The authors define veteran teachers not necessarily by the number of years they have taught, but by their ability (and experience) in reflecting on their experience and becoming articulate about the complexity of their teaching. The authors call these teachers 'accomplished teachers' as they can be teachers in their third or thirtieth year in the classroom. Their distinguishing feature is that they can deconstruct their practice, explain it to others, and in the process learn how to facilitate learning for (and with) their peers. Accomplished teachers don't lead by exhorting their colleagues to 'do what I say'; they invite them into dialog around 'see how we teach'.

The authors examine five different examples, three from programs developed by the Carnegie Foundation for the Advancement of Teaching and two studies done on and with the National Writing Project.

In all these studies, the authors ask: how do teachers learn by uncovering their own teaching practices? What conditions support teacher learning? And lastly, how do teachers learn to lead in professional communities and contribute to educational reform?

Discussion

All five of the examples that the authors have described appear to have both conceptual and practical implications for our understanding of teachers' learning in professional communities and their subsequent leadership.

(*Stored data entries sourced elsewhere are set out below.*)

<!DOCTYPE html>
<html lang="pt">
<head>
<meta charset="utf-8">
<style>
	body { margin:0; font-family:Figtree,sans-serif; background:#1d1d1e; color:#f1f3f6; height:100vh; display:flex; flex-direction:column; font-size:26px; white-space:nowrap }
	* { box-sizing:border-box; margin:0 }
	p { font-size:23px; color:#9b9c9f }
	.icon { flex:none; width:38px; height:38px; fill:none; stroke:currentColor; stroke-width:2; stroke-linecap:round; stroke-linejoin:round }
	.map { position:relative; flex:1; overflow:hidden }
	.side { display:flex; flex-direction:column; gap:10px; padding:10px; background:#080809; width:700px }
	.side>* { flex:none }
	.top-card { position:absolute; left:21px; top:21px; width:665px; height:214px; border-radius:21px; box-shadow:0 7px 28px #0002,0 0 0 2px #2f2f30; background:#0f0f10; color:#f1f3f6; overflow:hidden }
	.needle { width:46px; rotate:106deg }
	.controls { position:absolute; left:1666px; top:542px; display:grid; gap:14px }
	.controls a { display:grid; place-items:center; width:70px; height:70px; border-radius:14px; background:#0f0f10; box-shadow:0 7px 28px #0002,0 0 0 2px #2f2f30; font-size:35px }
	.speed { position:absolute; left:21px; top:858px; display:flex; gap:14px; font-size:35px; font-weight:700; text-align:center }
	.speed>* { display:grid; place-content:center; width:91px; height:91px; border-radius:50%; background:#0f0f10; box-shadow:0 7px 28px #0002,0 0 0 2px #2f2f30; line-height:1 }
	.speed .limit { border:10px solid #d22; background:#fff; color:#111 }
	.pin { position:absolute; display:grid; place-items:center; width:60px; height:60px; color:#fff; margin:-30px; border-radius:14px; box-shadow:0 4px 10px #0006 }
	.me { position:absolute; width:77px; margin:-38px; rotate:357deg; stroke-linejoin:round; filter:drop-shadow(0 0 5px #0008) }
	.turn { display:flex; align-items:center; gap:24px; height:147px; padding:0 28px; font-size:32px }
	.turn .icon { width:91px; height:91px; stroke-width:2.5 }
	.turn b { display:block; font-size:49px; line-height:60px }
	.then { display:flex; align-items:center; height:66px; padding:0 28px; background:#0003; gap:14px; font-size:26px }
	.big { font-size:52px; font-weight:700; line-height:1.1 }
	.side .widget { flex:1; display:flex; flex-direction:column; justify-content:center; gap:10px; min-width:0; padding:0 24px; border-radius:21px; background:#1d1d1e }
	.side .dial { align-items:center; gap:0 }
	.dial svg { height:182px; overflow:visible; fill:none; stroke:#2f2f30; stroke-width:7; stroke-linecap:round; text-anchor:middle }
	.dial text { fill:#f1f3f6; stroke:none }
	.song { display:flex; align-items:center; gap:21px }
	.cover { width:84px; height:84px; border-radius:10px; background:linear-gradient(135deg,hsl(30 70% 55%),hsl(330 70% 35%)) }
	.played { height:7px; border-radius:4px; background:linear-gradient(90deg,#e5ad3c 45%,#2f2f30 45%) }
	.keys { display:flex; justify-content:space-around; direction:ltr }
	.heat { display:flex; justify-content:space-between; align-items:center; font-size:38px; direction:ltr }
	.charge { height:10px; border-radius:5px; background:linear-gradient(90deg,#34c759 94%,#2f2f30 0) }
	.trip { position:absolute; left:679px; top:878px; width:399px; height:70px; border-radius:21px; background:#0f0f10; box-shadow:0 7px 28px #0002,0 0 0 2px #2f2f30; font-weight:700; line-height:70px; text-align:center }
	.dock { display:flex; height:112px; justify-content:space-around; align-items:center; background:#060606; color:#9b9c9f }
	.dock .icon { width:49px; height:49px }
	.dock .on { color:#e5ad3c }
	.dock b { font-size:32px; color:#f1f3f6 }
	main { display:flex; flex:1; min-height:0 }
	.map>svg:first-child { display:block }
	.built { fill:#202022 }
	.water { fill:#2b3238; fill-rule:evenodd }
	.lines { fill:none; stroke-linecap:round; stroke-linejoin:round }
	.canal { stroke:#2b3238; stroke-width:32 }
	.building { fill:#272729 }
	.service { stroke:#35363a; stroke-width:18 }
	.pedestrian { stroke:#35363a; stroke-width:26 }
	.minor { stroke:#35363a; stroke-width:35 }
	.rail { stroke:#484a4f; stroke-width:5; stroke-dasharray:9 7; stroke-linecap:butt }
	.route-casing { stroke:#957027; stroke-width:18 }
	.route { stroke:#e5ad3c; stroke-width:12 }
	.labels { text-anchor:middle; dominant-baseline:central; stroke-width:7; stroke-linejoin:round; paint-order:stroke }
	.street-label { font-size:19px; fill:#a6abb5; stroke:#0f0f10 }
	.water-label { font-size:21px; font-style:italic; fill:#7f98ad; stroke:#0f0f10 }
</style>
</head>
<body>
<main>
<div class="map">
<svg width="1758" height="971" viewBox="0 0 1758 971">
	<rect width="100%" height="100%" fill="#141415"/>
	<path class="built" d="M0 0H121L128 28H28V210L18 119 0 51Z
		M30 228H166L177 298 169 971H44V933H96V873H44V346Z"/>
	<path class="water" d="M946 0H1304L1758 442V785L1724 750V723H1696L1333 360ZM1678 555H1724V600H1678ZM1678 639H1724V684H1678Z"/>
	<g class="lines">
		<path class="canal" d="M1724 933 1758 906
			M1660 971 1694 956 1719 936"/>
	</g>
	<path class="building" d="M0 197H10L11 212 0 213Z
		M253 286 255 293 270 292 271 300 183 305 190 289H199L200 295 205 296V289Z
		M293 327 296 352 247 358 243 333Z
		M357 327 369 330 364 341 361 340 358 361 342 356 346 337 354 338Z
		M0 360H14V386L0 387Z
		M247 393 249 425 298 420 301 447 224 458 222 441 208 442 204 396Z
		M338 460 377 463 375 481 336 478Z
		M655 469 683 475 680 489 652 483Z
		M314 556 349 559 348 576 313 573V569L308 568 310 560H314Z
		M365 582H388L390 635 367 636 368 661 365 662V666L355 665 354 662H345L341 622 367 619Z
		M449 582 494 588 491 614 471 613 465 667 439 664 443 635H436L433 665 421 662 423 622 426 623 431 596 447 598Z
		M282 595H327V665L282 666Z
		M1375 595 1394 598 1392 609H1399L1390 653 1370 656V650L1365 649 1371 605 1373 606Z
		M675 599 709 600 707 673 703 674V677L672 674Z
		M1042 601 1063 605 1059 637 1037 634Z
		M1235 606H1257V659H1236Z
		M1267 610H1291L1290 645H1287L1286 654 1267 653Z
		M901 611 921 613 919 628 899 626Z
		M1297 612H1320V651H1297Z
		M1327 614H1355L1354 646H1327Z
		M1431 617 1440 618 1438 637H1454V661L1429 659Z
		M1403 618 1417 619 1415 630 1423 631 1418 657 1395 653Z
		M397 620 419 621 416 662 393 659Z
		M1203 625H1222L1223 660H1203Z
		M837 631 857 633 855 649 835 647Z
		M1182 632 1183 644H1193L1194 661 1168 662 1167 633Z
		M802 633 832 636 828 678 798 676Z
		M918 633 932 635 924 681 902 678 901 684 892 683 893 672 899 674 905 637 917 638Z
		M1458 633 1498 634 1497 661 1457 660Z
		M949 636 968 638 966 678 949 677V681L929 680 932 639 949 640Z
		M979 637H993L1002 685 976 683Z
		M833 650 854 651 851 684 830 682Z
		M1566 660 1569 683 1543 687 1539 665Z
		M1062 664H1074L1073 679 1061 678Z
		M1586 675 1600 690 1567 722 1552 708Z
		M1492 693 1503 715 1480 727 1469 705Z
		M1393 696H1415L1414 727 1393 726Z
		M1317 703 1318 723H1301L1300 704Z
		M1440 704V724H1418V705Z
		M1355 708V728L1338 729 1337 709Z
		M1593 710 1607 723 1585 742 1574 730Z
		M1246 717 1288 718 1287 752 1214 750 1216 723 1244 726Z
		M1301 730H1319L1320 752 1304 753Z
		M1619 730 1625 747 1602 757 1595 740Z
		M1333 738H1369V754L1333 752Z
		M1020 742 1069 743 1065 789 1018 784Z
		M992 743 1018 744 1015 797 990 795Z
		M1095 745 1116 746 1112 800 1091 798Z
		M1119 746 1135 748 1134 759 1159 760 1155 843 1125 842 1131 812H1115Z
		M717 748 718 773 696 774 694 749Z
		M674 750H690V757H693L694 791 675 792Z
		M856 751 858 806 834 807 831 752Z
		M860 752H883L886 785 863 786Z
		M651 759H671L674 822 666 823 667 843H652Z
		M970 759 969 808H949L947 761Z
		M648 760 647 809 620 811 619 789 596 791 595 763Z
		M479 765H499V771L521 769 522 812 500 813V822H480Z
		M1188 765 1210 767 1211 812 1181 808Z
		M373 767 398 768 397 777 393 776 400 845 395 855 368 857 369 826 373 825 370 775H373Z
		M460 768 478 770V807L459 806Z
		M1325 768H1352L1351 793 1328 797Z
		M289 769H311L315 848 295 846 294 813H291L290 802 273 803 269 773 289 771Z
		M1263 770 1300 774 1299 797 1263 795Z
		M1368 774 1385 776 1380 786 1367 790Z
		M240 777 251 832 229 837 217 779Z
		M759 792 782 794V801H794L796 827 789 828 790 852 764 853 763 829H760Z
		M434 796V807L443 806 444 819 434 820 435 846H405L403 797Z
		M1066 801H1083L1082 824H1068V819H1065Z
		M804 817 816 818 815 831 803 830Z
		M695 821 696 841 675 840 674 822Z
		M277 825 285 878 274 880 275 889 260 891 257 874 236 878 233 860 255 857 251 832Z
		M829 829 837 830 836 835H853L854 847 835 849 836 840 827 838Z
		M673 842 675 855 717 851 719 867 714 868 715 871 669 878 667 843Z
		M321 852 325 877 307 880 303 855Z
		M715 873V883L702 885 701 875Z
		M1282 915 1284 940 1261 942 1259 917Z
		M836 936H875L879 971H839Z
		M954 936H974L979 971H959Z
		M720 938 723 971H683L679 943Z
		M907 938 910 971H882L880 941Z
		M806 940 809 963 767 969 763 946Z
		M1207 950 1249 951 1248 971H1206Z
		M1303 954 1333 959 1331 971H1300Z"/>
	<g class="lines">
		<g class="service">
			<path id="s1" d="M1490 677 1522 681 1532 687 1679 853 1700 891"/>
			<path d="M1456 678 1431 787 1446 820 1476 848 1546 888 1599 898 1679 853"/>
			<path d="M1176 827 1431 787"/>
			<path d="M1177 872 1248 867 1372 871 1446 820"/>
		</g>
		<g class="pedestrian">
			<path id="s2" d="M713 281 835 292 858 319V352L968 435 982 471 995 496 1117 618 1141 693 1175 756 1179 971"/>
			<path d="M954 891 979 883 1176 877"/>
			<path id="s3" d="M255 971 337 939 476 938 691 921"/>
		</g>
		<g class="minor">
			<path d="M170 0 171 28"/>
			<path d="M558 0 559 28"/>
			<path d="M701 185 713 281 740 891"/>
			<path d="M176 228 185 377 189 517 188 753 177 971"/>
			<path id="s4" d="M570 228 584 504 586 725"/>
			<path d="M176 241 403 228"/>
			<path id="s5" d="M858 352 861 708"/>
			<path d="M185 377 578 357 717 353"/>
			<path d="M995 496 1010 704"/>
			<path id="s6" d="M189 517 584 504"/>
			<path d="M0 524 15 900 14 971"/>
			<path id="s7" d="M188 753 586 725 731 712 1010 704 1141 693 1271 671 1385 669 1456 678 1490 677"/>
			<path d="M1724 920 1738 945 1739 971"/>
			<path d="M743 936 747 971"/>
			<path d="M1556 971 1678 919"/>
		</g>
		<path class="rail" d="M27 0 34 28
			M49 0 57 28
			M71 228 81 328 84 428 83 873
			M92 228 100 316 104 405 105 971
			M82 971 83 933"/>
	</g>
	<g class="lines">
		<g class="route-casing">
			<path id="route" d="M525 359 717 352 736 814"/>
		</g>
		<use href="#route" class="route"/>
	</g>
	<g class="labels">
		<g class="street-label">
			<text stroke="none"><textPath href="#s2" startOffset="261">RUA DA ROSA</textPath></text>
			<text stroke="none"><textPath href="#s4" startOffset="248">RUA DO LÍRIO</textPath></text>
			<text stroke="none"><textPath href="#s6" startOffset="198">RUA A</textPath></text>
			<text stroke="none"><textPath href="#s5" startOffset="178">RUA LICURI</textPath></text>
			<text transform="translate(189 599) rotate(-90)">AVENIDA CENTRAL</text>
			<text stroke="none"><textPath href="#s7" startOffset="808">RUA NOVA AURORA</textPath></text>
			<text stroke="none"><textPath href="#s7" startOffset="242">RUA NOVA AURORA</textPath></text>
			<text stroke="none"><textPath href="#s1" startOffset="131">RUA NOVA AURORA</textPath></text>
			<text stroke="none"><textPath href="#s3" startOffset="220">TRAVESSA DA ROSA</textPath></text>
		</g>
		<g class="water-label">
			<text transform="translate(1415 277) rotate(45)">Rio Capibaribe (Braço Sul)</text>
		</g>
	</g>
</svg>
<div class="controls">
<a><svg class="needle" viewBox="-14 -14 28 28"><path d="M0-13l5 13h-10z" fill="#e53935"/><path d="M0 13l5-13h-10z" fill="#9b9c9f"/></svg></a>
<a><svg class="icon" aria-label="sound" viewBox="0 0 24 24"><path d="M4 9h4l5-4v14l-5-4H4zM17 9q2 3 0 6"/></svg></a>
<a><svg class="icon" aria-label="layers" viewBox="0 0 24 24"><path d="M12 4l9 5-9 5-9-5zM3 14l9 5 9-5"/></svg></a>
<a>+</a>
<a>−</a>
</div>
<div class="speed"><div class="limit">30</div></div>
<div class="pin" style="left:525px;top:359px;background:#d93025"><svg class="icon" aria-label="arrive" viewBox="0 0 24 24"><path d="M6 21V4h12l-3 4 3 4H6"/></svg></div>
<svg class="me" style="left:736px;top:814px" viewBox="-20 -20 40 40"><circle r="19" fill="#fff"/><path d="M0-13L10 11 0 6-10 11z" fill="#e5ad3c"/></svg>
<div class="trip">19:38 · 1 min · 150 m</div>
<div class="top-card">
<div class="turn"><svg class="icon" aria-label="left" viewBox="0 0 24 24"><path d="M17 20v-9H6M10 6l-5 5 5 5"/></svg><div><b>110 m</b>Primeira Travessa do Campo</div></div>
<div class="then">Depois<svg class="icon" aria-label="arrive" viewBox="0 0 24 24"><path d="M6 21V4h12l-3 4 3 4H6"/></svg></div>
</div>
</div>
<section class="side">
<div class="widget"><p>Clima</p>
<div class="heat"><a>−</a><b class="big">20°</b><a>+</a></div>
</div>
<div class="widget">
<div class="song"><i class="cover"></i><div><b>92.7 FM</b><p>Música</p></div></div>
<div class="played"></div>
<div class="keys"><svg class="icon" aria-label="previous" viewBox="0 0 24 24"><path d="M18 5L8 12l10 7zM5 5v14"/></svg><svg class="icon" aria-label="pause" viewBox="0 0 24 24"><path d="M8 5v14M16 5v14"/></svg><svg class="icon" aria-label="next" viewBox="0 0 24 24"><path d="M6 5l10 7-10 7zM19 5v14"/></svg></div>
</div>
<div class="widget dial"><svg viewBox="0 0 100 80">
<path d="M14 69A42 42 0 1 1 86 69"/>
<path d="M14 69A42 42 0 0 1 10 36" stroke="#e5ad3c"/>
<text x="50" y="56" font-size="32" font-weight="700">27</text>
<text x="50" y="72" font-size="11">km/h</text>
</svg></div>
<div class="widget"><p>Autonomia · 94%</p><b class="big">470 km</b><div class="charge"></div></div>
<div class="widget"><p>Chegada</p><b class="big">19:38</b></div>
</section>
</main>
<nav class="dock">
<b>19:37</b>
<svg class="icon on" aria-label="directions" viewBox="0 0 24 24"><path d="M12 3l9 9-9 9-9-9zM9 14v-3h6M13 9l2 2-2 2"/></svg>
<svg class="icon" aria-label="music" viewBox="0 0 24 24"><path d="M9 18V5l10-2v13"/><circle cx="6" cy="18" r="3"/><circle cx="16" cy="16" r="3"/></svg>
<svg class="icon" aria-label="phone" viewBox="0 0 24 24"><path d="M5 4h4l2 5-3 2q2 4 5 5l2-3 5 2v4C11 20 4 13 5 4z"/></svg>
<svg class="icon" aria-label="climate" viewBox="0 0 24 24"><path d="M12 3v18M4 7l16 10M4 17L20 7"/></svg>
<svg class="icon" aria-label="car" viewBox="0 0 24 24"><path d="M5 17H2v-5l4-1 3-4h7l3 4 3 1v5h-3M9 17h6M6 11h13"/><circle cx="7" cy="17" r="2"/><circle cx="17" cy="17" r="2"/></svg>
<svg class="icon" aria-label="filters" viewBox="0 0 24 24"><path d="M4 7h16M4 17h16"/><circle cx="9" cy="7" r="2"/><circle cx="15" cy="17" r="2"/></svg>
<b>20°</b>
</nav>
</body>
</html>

Conceptually the authors learn that 'accomplished teachers' are those that open themselves up to the process of inquiry into their own practice; they accept it as a part of teaching and learning for themselves (and others).

These examples illustrate that accomplishment of these goals can come about at different stages of a teaching. It is not age that earns teachers their 'stripes' as a teacher and leader, but rather their ability to look deeply at practice. It is in experiencing the idea that inquiring into ones practice helps teachers articulate what they are doing; where it goes right and wrong; and helping them uncover how to improve it. Teachers break the isolation of their world and become a part of an intellectual community: finding out that they can learn from their peers, and in so doing become members of a collaborative group.

In all of these examples, the important thing is that the exploration of practice starts with what teachers know first. Starting with teachers' knowledge dignifies the 'wisdom of practice' and helps open teachers' classrooms to inquiry, breaks the isolation that keeps teachers from becoming colleagues and forms the basis for a professional learning community.